“I guess he thought,” she said, “that I was making you go to Europe.”
“I already told him why I’m going. I told him I’ll find another agent if he can’t deal with it.”
“Yeah, but, here’s the thing. Tanner, here’s the thing. Maybe we shouldn’t go.”
He stopped dead on the sidewalk. “You don’t want to go?”
“No, I do, but—that’s just vanity. I couldn’t see it yesterday, but now I do. I want what’s best for you, not me. And Gig says it’s better not to go.”
“Of course he says that. He’s all about the money—if I’m in Europe, he’s not taking his cut.”
“But what if he’s right? What if it’s a career mistake?”
“He knows zilch about the scene there. He said it himself—‘I know zilch.’”
“He knows about the business here, though. If you want a record contract and you want to really break out, don’t you think you should listen to him?”
Tanner stared at her. “What did he say to you?”
“Just what I told you.”
“I thought Europe was a thing we were doing together. That it wasn’t just about the music—I thought we wanted to have an experience together.”
“That’s what I want, too. But … maybe it doesn’t have to be this summer.”
“Becky. Do you not want to be with me?”
There were tears in his eyes. They made her want to be with him.
“Of course I do. I’m in love with you.”
“Then fuck it. Let’s go to Europe.”
“But, sweetie—”
“Who cares if it’s a ‘career mistake’? The only things I care about are being with you and celebrating life with music. As long as I’m with you—Becky. As long as I’m with you, there’s no such thing as a mistake.”

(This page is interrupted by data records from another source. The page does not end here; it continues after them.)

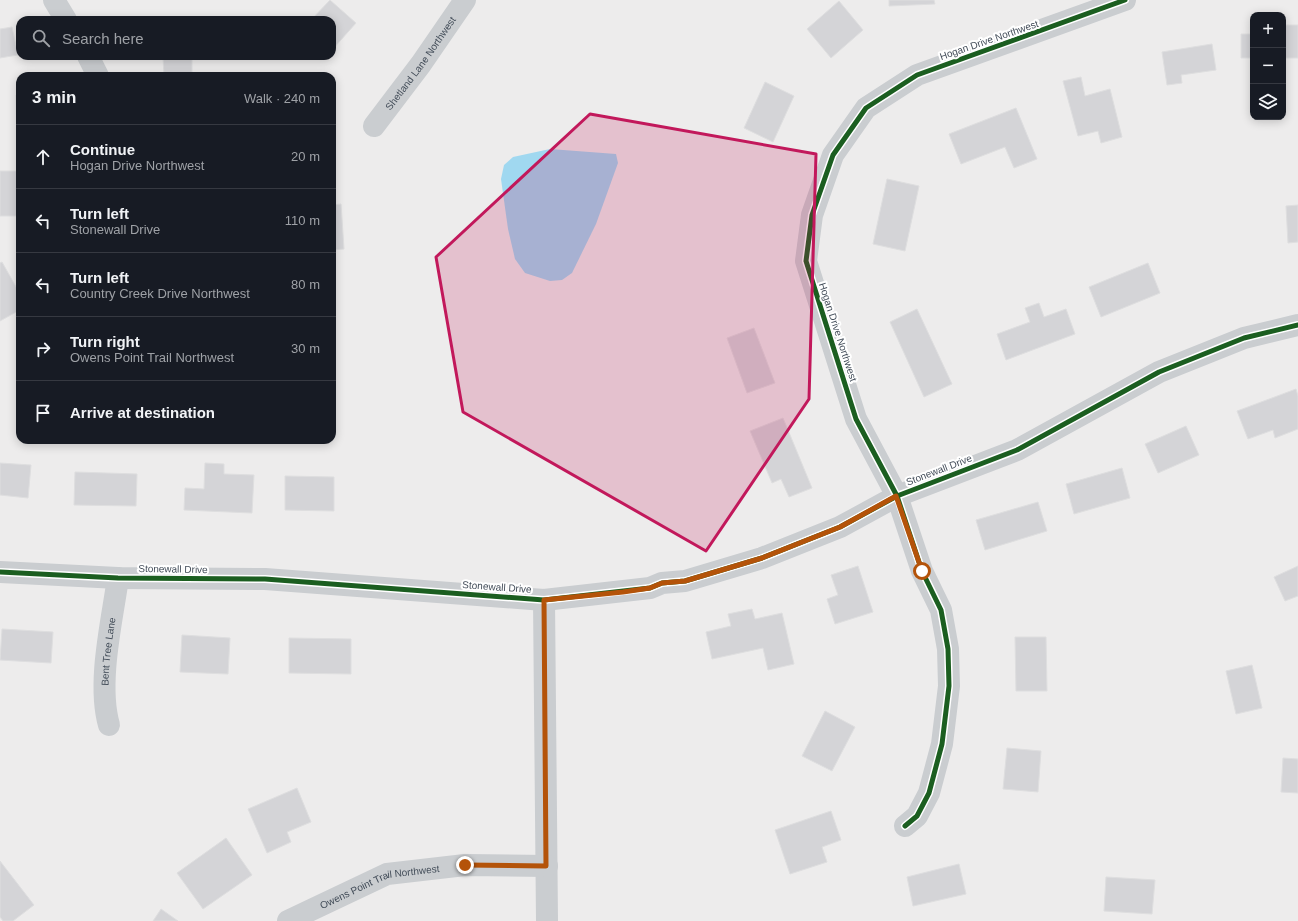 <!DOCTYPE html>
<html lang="en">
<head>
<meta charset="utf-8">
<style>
	body { margin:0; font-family:Arial,sans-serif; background:#242831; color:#f1f3f6 }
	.controls { position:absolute; right:12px; top:12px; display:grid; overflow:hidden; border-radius:8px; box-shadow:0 2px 10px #0003 }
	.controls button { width:36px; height:36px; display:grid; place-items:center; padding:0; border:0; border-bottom:1px solid #363941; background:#171b24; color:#f1f3f6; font:20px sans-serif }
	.stop { position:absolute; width:12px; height:12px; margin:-9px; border:3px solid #b45309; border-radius:50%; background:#fff }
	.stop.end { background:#b45309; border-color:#fff; box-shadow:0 1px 4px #0008 }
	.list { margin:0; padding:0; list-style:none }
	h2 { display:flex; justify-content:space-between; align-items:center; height:52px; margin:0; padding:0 16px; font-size:17px }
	h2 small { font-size:13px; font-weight:400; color:#9ea1a6 }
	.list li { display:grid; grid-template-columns:26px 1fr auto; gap:12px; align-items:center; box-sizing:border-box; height:64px; padding:0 16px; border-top:1px solid #363941 }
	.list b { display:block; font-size:15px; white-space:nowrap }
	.list p { margin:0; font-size:13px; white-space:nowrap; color:#9ea1a6 }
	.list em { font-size:13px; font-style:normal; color:#9ea1a6 }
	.icon { flex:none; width:22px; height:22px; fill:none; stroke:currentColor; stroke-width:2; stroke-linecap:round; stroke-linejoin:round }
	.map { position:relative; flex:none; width:1298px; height:921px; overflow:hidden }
	.search { position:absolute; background:#171b24; box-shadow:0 2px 10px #0003; left:16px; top:16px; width:320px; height:44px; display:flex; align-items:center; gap:10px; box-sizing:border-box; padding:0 14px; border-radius:12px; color:#9ea1a6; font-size:15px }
	.panel { position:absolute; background:#171b24; box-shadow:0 2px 10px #0003; left:16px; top:72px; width:320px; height:372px; border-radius:12px }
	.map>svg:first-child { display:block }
	.water { fill:#a0d8f0 }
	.building { fill:#d4d4d7; stroke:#dededf }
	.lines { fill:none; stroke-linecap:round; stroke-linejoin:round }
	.minor { stroke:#cacdd0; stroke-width:22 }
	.cycleway-casing { stroke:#fff; stroke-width:8 }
	.cycleway { stroke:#1b5e20; stroke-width:5 }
	.route { stroke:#b45309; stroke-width:5 }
	.marked { fill:#c2185b; fill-opacity:0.2; stroke:#c2185b; stroke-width:3; stroke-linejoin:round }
	.labels { text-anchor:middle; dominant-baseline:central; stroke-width:4; stroke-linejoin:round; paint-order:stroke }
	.street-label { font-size:10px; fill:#434d59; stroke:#fff }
</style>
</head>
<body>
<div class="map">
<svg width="1298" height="921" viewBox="0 0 1298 921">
	<rect width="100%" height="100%" fill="#edecec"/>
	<path class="water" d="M550,149l66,5 2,9 -22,61 -24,49 -10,7 -12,1 -25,-8 -10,-14 -7,-30 -7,-50 3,-14 9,-8z"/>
	<path class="building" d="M330,0l26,23 -24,27v-30h-21z
		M889,0h45l1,4 -46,2z
		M839,1l24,29 -32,28 -24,-29z
		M1283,25h15v33h-15z
		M12,27l6,28 -18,3v-29z
		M1241,34h12v24h-12z
		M1212,44l4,26 -35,5 1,8 -15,2 -5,-33z
		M163,56h29v20h-28z
		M1081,77l4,19 25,-7 12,48 -21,6 -3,-12 -20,5 -15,-55z
		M765,82l29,14 -21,46 -29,-14z
		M16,95h4v45l-3,1z
		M1016,108l21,51 -23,9 -9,-21 -44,17 -12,-30z
		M0,171h19v45h-19z
		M887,179l32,7 -14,65 -32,-7z
		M341,204l3,45 -12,1v-45z
		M1298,205v37l-10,1 -2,-37z
		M2,262l18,32v16l-20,11v-58z
		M1148,263l12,30 -59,24 -12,-30z
		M1039,303l5,14 22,-8 9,25 -69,26 -9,-26 33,-12 -5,-14z
		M917,309l35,75 -28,13 -34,-75z
		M754,328l21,55 -28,10 -20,-55z
		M1296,389l2,7v33l-23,9 -2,-8 -25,9 -11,-28z
		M783,418l29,70 -23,9 -8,-18 -9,4 -22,-52z
		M1186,426l13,29 -41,18 -13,-29z
		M0,463l31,2 -3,33 -28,-3z
		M205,463l19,1v10l30,1 -2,38 -68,-3 1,-22 19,1z
		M1122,468l8,30 -56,16 -8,-30z
		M75,472l62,2 -1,32 -62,-1z
		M285,476l49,1v34l-49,-1z
		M1038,502l9,29 -62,19 -9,-30z
		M858,566l15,46 -38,12 -8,-25 11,-4 -7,-20z
		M1298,566v30l-13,5 -11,-24z
		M752,609l3,10 27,-6 12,51 -26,6 -5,-22 -51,11 -6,-27 25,-6 -3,-12z
		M2,629l51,3 -2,31 -51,-3z
		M182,635l48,3 -2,36 -48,-2z
		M1015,637h31l1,54h-31z
		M289,638l62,1v35l-62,-1z
		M1252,665l10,43 -26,6 -10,-43z
		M825,711l30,16 -23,44 -30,-15z
		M1007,748l34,3 -3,41 -35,-3z
		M1283,758l15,1v34l-17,-1z
		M297,788l14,34 -24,10 4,10 -24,11 -19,-44z
		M831,811l10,29 -19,7 5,15 -37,12 -15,-44z
		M226,838l26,37 -49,34 -26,-36z
		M0,861l34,44 -21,16h-10l-3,-4z
		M959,864l7,30 -53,12 -6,-29z
		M1106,877l49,3 -3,34 -48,-3z
		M161,909l17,12h-25z"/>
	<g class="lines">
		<g class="minor">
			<path d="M54,0l12,20"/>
			<path d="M88,56l10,20"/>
			<path id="s1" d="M374,126l47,-62 44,-64"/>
			<path d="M0,572l118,6 147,1 279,21 106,-12 12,-5 23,-2 77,-23 78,-31 57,-31 120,-46 142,-78 85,-34 54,-13"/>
			<path d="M544,600l3,321"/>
			<path id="s2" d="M109,725c-12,-42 3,-104 9,-147"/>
			<path d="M905,826l12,-10 12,-23 13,-49 7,-58 -1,-37 -7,-39 -19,-39 -25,-75 -41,-77 -50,-158 6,-46 21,-60 33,-47 51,-33 208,-75"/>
			<path id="s3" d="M288,921l99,-47 78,-9 82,1"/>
		</g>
		<defs>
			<path id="cycleway" d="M0,572l118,6 147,1 279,21 106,-12 12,-5 23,-2 77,-23 78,-31 57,-31 120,-46 142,-78 85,-34 54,-13
				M905,826l12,-10 12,-23 13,-49 7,-58 -1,-37 -7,-39 -19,-39 -25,-75 -41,-77 -50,-158 6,-46 21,-60 33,-47 51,-33 208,-75"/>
		</defs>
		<use href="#cycleway" class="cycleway-casing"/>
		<use href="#cycleway" class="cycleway"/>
	</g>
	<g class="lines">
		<path class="route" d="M465,865l81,1 -2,-266 79,-8 27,-4 12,-5 23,-2 77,-23 78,-31 56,-31 26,75"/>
	</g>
	<path class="marked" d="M590,114l226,40 -7,245 -103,152 -243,-139 -27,-155z"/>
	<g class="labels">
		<g class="street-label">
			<text transform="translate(989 40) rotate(-19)">Hogan Drive Northwest</text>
			<text stroke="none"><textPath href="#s1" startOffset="78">Shetland Lane Northwest</textPath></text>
			<text transform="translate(838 332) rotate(72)">Hogan Drive Northwest</text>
			<text transform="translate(939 470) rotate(-21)">Stonewall Drive</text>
			<text transform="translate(173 569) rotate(1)">Stonewall Drive</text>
			<text transform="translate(497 587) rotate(4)">Stonewall Drive</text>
			<text stroke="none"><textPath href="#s2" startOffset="74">Bent Tree Lane</textPath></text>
			<text stroke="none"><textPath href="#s3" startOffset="99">Owens Point Trail Northwest</textPath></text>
		</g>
	</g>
</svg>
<div class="controls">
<button>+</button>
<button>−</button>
<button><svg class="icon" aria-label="layers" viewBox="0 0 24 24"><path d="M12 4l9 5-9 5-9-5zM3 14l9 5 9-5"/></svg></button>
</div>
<div class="stop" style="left:922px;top:571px"></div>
<div class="stop end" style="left:465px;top:865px"></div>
<div class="search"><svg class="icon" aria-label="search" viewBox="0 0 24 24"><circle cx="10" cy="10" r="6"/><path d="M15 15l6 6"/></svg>Search here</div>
<section class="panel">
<h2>3 min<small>Walk · 240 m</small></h2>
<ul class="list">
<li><svg class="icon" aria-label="ahead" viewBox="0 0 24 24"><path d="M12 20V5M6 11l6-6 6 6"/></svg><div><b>Continue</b><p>Hogan Drive Northwest</p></div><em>20 m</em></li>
<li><svg class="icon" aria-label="left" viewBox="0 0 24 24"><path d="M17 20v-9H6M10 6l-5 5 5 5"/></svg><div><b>Turn left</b><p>Stonewall Drive</p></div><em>110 m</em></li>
<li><svg class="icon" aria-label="left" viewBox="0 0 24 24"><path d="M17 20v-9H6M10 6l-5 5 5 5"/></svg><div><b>Turn left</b><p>Country Creek Drive Northwest</p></div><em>80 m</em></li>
<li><svg class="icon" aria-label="right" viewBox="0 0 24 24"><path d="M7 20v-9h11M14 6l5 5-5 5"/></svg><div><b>Turn right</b><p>Owens Point Trail Northwest</p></div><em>30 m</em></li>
<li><svg class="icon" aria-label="arrive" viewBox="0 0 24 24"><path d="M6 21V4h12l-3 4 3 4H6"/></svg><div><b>Arrive at destination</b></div></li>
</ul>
</section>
</div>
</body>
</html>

Across the street, in a yard dotted with eruptions of shaggy green grass, a man started up a lawn mower. It coughed and backfired in a cloud of blue smoke. The day was getting warmer by the minute, and the parsonage was just around the corner. Seeing the tears in Tanner’s eyes, and hearing him express, spontaneously, the exact same thought she’d had in the sanctuary—that only love and worship mattered—she felt as if her body might float into the sky. She took his hand and pressed it flat on her hip.
“Let’s go to my house.”
He knew right away what she was saying. “Now?”
“Yes, now. I’m so ready.”
“I’ve got practice at one thirty.”
“You’re the front man,” she said. “You can tell them it’s canceled.”
* * *
In Rome, in early September, in the apartment where they were crashing, they met a German couple in their twenties who were heading to a farmhouse in Tuscany that the woman’s father owned, and Becky had jumped on their invitation to come along with them, although technically it was Tanner, not she, whom the Germans had invited, after hearing him play. Her own fishings for an invitation, her feigning of a lifelong desire to see the Tuscan countryside, her unfeigned rapture at the description of the farmhouse, had gone unnoticed, and this was ironic, because Tanner cared more about people than places and had no gripe with Rome. Becky was the one who couldn’t wait to get away. The heat in Rome was suffocating, and the crash pad, though huge and well situated, within sight of the Campo de’ Fiori, was essentially unfurnished—room after room with sun-damaged parquet floors and nary a table, nary a chair. She and Tanner were camped out in the corner of what might once have been a ballroom, beneath a window open to a smell of rotting vegetables. In the far corner was an unfriendly young couple, purportedly from behind the Iron Curtain, who traipsed around naked and coupled, unquietly, on the room’s only piece of furniture, a gilded sofa twelve feet long. Half a dozen other long-haired travelers were accepting hospitality from a man named Edoardo, a spritelike Italian who wore tight white pants and thin-soled loafers, without socks, and lived in two properly furnished rooms behind the kitchen. Becky and Tanner had met Edoardo on a side street where Tanner was busking and Becky was sitting on the pavement, writing in her travel diary. When Edoardo had dropped a five-thousand-lire note in Tanner’s guitar case and invited them to crash with him, they hadn’t needed to be asked twice. The night before, under a pillow in their tiny hotel room, near the train station, they’d discovered a balled-up, crusty tissue that hadn’t been there in the morning.